Sambia

Sambia (Russian: Земландский полуостров, Zemlandsky poluostrov, literally the Zemlandsky Peninsula) or Samland[1] () is a peninsula in the Kaliningrad Oblast of Russia, on the southeastern shore of the Baltic Sea. The Curonian Lagoon (to the north-east) and the Vistula Lagoon (on the southwest) demarcate the peninsula. Prior to 1945 it formed an important part of East Prussia.

Contents

Names

Sambia is named after the Sambians, an extinct tribe of Old Prussians. Samland is the name for peninsula in the Germanic languages. Polish and Latin speakers call the area Sambia, while the Lithuanian name is Semba.

History

Sambia was originally sparsely populated by the Sambians. The German Teutonic Knights conquered the region during the 13th century and the Bishopric of Samland became, along with Bishopric of Pomesania, Bishopric of Ermland, and Bishopric of Culm, one of the four dioceses of Prussia in 1243. Settlers from the Holy Roman Empire began colonizing the region, and the Sambian Prussians gradually became assimilated. The peninsula was the last area in which the Old Prussian language was spoken before becoming extinct at the beginning of the 18th century.

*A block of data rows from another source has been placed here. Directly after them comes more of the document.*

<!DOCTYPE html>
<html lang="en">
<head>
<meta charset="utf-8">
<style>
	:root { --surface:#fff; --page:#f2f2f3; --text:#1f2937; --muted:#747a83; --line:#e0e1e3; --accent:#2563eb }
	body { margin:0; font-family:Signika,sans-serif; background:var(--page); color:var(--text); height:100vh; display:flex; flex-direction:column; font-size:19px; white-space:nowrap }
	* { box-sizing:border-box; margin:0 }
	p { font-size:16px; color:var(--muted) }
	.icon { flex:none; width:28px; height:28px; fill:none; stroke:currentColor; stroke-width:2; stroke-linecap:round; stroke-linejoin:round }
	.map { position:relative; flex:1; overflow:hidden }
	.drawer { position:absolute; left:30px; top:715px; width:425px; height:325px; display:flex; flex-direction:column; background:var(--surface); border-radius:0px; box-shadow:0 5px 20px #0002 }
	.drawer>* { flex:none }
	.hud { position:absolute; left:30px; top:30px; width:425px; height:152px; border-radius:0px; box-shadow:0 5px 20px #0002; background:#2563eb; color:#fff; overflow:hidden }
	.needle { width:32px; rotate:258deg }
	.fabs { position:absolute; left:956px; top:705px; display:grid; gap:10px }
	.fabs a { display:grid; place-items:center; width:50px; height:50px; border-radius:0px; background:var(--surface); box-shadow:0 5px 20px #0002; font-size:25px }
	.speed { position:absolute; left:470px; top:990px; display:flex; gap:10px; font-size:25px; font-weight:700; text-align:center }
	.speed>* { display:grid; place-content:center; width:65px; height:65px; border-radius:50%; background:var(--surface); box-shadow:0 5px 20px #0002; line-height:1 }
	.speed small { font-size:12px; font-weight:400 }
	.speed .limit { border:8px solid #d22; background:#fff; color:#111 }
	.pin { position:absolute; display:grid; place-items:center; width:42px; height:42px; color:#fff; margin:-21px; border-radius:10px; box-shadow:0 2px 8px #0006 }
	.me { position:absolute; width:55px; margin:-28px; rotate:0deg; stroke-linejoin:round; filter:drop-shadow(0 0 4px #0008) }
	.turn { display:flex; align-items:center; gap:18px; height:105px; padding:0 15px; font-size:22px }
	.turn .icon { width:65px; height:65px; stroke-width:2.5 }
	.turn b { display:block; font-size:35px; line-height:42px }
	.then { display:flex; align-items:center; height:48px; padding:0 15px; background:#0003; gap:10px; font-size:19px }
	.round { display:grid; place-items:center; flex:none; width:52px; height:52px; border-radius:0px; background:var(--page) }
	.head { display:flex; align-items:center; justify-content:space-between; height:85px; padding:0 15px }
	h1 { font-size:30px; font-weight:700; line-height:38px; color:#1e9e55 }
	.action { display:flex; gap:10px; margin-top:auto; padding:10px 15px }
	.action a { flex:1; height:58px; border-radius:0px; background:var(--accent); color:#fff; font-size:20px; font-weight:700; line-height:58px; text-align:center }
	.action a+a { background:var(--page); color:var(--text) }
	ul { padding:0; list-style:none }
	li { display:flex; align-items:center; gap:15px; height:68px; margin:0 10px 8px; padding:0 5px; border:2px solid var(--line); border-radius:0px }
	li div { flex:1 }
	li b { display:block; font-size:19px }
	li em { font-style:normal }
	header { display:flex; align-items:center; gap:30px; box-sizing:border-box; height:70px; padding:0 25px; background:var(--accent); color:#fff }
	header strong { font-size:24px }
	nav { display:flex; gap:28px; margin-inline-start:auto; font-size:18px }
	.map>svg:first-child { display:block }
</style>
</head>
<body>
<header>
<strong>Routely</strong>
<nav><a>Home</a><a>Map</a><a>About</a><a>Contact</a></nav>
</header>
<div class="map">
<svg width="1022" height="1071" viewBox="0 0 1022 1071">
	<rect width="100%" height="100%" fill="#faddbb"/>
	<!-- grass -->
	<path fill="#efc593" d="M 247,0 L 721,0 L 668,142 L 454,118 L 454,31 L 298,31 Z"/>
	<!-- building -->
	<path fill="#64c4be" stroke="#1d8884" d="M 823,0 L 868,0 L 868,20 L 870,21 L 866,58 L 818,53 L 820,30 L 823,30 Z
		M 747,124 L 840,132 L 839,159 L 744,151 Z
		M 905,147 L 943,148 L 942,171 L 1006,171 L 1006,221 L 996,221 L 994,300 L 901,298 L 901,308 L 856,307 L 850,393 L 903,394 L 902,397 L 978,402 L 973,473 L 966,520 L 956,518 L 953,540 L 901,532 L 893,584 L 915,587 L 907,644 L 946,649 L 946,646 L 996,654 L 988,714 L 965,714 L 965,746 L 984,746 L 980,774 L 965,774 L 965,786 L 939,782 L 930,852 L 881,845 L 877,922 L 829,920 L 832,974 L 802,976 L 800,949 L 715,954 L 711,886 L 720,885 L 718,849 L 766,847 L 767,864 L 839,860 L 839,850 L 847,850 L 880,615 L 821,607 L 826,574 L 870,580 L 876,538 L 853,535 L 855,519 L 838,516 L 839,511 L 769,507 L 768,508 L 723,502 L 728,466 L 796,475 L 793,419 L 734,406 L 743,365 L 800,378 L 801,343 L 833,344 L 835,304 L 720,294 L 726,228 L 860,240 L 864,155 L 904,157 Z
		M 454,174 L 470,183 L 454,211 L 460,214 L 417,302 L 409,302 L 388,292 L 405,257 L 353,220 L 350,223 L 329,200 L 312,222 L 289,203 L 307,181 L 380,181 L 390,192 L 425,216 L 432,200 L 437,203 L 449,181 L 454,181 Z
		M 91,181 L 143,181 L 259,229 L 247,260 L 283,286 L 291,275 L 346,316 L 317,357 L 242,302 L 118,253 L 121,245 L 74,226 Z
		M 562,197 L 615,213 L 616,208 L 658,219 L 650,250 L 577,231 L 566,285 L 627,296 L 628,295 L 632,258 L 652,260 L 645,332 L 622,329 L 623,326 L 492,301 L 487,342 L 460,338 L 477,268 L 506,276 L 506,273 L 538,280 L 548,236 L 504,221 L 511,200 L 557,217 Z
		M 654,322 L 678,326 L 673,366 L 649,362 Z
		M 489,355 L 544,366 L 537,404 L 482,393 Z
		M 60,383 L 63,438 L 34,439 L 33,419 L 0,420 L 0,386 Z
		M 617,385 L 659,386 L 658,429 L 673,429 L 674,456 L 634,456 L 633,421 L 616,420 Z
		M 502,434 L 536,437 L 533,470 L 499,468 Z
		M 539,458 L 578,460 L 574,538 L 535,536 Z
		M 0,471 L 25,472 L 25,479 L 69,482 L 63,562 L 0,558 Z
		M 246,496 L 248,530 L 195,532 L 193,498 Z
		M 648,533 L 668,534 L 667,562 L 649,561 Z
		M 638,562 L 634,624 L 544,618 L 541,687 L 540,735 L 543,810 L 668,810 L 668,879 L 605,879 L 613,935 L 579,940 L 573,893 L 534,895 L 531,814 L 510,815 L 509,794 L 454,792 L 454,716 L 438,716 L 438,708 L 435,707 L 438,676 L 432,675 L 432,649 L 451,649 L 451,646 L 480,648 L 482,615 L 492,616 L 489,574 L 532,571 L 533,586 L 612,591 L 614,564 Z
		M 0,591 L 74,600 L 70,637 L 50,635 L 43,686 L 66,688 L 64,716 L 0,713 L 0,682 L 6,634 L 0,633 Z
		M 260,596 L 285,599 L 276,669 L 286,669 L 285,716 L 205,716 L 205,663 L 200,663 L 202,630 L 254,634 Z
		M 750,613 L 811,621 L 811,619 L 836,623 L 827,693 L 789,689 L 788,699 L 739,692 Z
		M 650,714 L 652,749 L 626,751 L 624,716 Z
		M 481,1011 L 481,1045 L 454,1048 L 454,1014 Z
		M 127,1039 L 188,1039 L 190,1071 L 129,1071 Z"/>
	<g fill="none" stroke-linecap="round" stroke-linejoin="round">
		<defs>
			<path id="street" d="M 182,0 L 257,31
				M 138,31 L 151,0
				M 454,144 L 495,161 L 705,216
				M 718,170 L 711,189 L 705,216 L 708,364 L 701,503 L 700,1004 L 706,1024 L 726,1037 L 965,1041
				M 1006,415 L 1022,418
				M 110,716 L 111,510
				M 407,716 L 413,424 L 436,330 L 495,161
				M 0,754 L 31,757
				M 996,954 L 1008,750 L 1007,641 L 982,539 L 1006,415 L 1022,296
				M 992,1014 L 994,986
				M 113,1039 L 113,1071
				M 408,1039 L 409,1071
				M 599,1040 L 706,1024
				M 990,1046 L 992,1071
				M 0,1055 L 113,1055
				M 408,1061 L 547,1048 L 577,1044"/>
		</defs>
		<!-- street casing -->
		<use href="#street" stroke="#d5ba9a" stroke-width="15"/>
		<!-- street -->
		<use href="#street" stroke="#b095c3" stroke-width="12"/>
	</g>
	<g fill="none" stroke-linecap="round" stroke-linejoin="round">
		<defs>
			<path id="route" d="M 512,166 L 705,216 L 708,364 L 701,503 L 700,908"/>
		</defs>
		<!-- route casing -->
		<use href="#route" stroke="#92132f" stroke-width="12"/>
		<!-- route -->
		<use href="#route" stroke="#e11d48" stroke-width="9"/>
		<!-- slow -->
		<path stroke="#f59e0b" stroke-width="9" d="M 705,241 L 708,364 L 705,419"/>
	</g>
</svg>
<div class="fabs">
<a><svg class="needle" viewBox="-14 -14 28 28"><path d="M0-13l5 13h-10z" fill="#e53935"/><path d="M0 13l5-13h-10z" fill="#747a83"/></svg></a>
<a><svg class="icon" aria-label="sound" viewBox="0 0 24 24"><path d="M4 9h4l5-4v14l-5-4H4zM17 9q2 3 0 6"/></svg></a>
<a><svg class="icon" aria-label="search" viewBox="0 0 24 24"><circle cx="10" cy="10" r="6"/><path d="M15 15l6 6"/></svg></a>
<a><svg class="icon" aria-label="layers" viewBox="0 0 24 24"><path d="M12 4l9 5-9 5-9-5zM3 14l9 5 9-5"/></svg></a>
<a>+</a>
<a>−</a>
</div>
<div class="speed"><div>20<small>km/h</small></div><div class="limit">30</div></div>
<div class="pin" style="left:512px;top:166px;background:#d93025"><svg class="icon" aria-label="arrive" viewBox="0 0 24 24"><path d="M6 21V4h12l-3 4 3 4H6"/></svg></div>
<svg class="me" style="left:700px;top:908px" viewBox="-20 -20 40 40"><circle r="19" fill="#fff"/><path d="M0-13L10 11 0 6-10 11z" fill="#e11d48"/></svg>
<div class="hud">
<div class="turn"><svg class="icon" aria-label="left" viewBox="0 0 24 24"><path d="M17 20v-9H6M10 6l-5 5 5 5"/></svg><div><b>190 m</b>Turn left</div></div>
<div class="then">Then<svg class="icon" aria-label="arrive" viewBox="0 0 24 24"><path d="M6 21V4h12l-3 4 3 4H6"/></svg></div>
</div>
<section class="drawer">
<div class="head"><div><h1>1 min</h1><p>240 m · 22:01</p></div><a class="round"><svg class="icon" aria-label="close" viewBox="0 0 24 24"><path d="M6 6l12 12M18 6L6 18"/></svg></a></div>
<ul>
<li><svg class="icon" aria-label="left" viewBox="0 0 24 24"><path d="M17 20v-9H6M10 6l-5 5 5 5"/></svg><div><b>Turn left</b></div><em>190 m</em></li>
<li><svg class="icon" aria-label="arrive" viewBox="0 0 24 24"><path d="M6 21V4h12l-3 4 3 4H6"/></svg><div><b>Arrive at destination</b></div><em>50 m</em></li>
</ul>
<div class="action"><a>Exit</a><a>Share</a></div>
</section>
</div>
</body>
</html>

The peninsula became part of the Duchy of Prussia when Albert of Brandenburg-Ansbach, the 37th Grand Master, secularized the Monastic State of the Teutonic Knights in 1525. The Margraviate of Brandenburg inherited the duchy in 1618, and its Hohenzollern ruler proclaimed the Kingdom of Prussia in 1701. Sambia became part of the Province of East Prussia in 1773. (The Kingdom of Prussia completed the unification of Germany by setting up the German Empire in 1871.)

After World War I Sambia formed part of the East Prussian exclave of Weimar Germany. In 1945 after World War II, Poland and the Soviet Union partitioned East Prussia between themselves. Sambia became part of the Soviet Kaliningrad Oblast, named after the nearby city of Kaliningrad (historically German: Königsberg or Polish: Królewiec), and the new authorities expelled its German inhabitants.

The Soviet Union subsequently repopulated Sambia with Russians and Belarusians.

Geography and geology

Baedeker[2] describes Samland as "a fertile and partly-wooded district, with several lakes, lying to the north of Königsberg" (since 1945 Kaliningrad). The highest point, 360 feet, is found twelve miles north of Pereslavskoe (Drugehnen) at the ski resort then called the Galtgarben.[3] There also used to be a Samland railway station. As of 2010 the Pereslavskoe railway station serves the "Blue Arrow" railway line from Kaliningrad to Svetlogorsk.

Sambia includes two famous seaside resorts, Zelenogradsk (Cranz) and Svetlogorsk (Rauschen).

Amber

Amber has been found in the area for over two thousand years, especially on the coast near Kaliningrad. In 1900, amber was chiefly exported to the East for crafting into pipe mouthpieces and ornaments. Until 1918, the right to collect amber was restricted to the Hohenzollern dynasty of Prussia; visitors to Samland's beaches were forbidden to pick up any fragments they found. History and legend tell of the ancient trade routes known as the Amber Road leading from the Old Prussian settlements of Kaup (in Sambia) and Truso (near Elbląg - German: Elbing, near the mouth of the Vistula) southwards to the Black and Adriatic seas.

See also

Footnotes

  1. ^ Samland was also the codename for the USA by the wartime intelligence agency Abwehr (Operation Mincement by Ben MacIntyre)
  2. ^ Karl Baedeker, Northern Germany, Leipzig, London and New York: 1904 (fourteenth revised edition (English language)), pp.177-8.
  3. ^ Some place names given here are in German.